Потом был третий спектакль, четвертый. Московская публика начала помаленьку привыкать к новшеству. От спектакля к спектаклю нарастал успех. Но за границу «Кармен» все-таки не пустили, обвинив в «формализме». Уж слишком эпатирующим было это действо. «Кармен» не разрешили показать на выставке «Экспо-67» в Канаде, в культурную программу которой входили гастроли балетной труппы Большого театра. Запретили показывать в последний момент, когда уже и декорации отправили. Плисецкая снова боролась, скандалила, угрожала вовсе уйти из театра, сама отказалась от гастролей — но на этот раз чуда не случилось. Фурцева была неумолима — нельзя! «Вы — предательница классического балета!» — объявила она Плисецкой. Та из упрямства отказалась от гастролей и в Канаду не поехала. Но из театра не ушла, лишь погрозилась.

Проигрывать своевольная прима не привыкла, от перенесенного стресса Майя Михайловна серьезно заболела. Уехала на дачу, никого не хотела видеть, только на спектакли возвращалась, на свою любимую «Кармен».

Помог, сам того не зная, Косыгин — Председатель Совета Министров СССР. Он посетил «Кармен», вежливо поаплодировал, удалился. Фурцева, встретив Щедрина в коридоре министерства, поинтересовалась: «Я слышала, что «Кармен» посетил Алексей Николаевич Косыгин. Верно?
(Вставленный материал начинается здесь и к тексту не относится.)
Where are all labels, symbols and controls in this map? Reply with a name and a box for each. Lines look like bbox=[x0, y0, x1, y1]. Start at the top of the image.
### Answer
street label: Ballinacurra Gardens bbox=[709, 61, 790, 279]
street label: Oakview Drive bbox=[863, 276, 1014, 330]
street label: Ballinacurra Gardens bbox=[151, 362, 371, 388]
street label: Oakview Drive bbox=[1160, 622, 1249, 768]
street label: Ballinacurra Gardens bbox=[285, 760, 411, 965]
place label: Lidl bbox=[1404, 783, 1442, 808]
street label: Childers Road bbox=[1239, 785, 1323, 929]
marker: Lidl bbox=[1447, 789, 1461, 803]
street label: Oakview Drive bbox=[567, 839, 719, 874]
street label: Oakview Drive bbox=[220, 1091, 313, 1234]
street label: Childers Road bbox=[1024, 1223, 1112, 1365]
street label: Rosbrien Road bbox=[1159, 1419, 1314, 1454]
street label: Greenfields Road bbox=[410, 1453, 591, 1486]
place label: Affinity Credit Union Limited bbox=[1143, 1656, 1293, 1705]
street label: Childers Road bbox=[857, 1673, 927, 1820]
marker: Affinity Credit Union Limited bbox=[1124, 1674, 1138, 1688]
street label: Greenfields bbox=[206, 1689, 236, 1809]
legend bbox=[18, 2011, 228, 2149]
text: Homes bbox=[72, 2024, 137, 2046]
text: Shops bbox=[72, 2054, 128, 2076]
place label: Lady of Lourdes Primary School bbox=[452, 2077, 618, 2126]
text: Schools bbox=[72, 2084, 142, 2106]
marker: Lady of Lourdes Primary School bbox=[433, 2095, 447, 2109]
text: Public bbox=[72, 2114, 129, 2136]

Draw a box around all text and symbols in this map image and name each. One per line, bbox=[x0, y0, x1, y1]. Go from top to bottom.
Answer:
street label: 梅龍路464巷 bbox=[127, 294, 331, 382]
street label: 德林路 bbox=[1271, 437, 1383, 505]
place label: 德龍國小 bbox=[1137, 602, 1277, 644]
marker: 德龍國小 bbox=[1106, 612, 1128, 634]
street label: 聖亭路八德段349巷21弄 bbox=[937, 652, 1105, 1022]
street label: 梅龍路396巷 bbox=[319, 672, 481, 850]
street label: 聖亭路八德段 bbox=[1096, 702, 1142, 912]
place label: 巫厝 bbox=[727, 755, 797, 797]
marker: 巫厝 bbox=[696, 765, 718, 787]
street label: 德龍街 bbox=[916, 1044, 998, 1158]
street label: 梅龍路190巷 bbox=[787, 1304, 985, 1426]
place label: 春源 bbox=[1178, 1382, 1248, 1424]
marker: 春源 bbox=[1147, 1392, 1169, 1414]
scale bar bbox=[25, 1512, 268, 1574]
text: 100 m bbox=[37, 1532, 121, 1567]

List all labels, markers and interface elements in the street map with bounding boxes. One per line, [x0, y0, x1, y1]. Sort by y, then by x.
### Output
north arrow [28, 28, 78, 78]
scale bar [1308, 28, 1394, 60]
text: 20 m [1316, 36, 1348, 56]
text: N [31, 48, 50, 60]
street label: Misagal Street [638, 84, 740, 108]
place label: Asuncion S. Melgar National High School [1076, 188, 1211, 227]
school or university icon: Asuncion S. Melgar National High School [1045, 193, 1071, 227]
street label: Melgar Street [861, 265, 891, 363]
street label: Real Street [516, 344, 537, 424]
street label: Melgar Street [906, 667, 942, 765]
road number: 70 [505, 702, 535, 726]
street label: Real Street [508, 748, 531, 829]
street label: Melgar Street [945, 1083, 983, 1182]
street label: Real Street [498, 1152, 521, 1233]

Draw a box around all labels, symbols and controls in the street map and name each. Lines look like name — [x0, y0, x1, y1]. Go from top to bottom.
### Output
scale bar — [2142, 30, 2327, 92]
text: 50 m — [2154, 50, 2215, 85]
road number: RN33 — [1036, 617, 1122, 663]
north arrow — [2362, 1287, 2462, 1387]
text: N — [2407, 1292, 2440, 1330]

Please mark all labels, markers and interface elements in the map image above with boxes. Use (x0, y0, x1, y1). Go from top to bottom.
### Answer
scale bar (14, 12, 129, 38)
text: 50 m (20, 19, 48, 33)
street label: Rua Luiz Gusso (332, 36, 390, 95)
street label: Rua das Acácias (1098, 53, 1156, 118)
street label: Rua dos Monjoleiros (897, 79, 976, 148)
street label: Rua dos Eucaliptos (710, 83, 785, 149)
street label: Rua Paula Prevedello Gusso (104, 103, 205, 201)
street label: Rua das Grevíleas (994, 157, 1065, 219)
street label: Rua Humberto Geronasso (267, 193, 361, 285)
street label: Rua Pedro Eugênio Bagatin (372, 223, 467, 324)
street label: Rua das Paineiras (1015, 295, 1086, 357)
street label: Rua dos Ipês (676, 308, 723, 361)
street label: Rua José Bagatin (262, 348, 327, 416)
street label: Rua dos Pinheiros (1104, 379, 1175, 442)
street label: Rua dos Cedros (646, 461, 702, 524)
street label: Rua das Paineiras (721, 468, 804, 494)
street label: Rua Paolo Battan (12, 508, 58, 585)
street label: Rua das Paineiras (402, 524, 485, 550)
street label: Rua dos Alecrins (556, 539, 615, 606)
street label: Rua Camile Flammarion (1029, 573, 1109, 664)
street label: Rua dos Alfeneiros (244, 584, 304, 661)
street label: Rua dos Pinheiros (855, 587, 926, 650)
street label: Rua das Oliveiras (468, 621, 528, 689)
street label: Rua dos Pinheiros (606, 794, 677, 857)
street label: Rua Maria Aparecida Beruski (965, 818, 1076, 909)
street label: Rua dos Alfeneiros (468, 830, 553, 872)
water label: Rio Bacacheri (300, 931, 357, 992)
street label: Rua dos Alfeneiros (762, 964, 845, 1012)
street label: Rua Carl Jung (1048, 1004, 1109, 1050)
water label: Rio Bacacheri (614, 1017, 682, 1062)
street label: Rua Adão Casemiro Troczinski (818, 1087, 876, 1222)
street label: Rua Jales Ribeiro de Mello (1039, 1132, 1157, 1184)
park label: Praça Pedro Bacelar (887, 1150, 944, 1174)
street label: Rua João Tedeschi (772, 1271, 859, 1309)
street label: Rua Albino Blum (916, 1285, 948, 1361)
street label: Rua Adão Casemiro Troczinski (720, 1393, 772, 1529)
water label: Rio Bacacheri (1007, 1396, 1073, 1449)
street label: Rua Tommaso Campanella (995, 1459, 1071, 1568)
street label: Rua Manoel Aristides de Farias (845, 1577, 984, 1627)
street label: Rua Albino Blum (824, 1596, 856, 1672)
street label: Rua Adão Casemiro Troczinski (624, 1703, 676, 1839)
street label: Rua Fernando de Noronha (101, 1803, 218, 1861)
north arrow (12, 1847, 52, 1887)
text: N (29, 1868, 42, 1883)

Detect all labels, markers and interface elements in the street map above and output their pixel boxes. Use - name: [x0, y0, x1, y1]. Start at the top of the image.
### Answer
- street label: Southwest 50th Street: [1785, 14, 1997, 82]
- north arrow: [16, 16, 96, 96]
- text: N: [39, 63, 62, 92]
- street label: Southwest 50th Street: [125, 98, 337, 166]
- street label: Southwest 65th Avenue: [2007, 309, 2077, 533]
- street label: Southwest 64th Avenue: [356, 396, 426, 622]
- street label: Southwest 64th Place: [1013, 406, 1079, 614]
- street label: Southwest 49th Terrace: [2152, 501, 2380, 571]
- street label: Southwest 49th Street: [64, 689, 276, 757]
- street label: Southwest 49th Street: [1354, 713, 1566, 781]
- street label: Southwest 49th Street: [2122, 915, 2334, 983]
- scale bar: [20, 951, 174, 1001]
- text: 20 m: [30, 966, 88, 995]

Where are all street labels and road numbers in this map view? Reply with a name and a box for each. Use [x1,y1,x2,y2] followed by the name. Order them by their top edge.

Как он отреагировал?»

Щедрин не растерялся, сблефовал, даже приврал немного: «Замечательно реагировал. Алексей Николаевич позвонил нам после балета домой и очень похвалил всех. Ему понравилось.»

Проверять Фурцева не стала — побоялась, поверила на слово. Ей даже и в голову не пришло, что далеко не все в словах композитора, зависимого от нее, могущественной чиновницы, — правда.